▸ Records drawn from a dataset
>>>

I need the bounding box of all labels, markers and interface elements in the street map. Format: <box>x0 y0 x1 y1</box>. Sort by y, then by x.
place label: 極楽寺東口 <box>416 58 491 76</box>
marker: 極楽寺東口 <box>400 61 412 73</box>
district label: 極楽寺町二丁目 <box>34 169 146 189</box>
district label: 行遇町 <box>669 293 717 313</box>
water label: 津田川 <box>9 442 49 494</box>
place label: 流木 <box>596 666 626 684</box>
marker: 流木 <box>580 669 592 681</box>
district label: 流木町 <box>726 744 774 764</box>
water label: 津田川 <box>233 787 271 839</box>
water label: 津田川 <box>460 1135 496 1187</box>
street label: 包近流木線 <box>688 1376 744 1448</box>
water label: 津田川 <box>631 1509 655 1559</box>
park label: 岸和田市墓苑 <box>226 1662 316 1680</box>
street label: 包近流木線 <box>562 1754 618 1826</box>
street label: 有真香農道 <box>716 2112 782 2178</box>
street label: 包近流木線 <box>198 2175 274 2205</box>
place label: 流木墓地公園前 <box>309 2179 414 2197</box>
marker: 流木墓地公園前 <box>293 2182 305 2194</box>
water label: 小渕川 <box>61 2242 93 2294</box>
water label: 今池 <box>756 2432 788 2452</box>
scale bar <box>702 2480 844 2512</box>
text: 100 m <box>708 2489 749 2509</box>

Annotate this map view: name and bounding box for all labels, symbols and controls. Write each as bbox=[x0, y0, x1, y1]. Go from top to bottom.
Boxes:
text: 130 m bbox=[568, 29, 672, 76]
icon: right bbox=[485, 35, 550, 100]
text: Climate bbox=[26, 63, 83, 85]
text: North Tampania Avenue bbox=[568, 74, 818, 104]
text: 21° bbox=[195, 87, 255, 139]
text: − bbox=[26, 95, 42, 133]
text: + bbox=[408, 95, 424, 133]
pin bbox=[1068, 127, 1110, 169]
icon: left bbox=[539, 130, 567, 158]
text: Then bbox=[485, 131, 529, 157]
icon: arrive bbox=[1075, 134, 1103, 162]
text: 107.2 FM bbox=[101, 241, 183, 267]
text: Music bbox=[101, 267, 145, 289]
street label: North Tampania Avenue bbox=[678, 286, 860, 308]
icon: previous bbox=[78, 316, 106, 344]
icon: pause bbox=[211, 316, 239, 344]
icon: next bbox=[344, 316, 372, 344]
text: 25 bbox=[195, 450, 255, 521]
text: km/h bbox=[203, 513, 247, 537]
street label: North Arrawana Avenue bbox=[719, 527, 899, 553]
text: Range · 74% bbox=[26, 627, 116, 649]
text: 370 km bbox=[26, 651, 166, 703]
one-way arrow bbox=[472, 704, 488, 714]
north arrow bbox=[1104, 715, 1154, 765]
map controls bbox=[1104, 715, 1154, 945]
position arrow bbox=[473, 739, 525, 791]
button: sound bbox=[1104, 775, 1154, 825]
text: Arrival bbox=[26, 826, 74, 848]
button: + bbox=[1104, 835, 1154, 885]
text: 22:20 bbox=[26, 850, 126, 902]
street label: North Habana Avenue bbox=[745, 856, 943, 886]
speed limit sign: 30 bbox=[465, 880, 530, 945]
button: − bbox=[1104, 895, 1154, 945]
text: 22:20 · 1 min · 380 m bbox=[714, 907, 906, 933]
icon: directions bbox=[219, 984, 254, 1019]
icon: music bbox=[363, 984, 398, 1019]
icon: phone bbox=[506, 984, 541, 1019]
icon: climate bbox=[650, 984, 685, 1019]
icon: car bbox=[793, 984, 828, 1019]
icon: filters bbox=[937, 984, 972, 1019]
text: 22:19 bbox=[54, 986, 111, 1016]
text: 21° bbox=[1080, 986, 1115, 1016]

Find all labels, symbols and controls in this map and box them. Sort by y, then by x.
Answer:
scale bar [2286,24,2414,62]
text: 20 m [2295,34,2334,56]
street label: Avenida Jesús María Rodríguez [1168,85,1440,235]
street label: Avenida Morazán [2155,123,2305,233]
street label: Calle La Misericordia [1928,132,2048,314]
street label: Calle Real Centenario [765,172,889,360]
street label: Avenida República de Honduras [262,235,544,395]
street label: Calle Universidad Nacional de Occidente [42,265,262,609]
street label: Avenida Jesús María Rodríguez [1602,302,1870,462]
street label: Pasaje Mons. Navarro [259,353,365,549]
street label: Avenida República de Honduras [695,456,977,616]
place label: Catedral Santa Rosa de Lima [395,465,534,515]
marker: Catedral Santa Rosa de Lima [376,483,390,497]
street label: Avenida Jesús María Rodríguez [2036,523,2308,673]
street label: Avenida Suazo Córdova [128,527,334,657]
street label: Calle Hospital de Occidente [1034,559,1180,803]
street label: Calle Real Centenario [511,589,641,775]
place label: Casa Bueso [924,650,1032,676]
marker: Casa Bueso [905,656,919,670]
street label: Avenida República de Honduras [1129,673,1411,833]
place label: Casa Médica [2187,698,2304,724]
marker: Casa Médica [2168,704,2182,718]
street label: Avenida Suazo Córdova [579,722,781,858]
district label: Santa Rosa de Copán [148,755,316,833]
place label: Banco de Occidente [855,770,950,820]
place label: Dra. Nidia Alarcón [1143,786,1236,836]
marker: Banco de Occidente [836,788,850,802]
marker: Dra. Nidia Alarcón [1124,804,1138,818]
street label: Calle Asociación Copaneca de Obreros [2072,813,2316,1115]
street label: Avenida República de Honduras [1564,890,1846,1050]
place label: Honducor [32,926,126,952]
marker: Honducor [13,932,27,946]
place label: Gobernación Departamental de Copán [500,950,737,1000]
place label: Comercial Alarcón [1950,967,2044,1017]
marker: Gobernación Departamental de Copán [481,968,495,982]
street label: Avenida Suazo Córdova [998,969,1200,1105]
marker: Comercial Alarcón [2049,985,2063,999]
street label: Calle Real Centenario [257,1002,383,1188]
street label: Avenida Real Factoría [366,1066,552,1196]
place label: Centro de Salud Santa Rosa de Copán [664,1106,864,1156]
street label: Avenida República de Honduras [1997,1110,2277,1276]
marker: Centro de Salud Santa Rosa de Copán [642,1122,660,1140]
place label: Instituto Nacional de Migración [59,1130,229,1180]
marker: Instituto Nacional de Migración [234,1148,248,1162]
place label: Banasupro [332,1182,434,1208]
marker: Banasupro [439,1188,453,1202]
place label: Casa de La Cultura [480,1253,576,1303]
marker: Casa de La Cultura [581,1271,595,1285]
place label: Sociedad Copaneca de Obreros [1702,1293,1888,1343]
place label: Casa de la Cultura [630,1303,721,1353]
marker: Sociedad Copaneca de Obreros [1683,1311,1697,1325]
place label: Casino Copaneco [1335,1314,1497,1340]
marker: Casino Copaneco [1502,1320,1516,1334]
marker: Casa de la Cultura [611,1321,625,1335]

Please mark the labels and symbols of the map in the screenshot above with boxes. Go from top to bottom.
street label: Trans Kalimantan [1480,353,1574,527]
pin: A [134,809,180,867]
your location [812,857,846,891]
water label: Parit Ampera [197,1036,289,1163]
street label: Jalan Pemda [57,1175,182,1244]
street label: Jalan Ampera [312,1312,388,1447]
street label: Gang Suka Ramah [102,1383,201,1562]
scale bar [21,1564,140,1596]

<<<

Show every line from the entries above in which the word "Obreros" appears.

street label: Calle Asociación Copaneca de Obreros [2072,813,2316,1115]
place label: Sociedad Copaneca de Obreros [1702,1293,1888,1343]
marker: Sociedad Copaneca de Obreros [1683,1311,1697,1325]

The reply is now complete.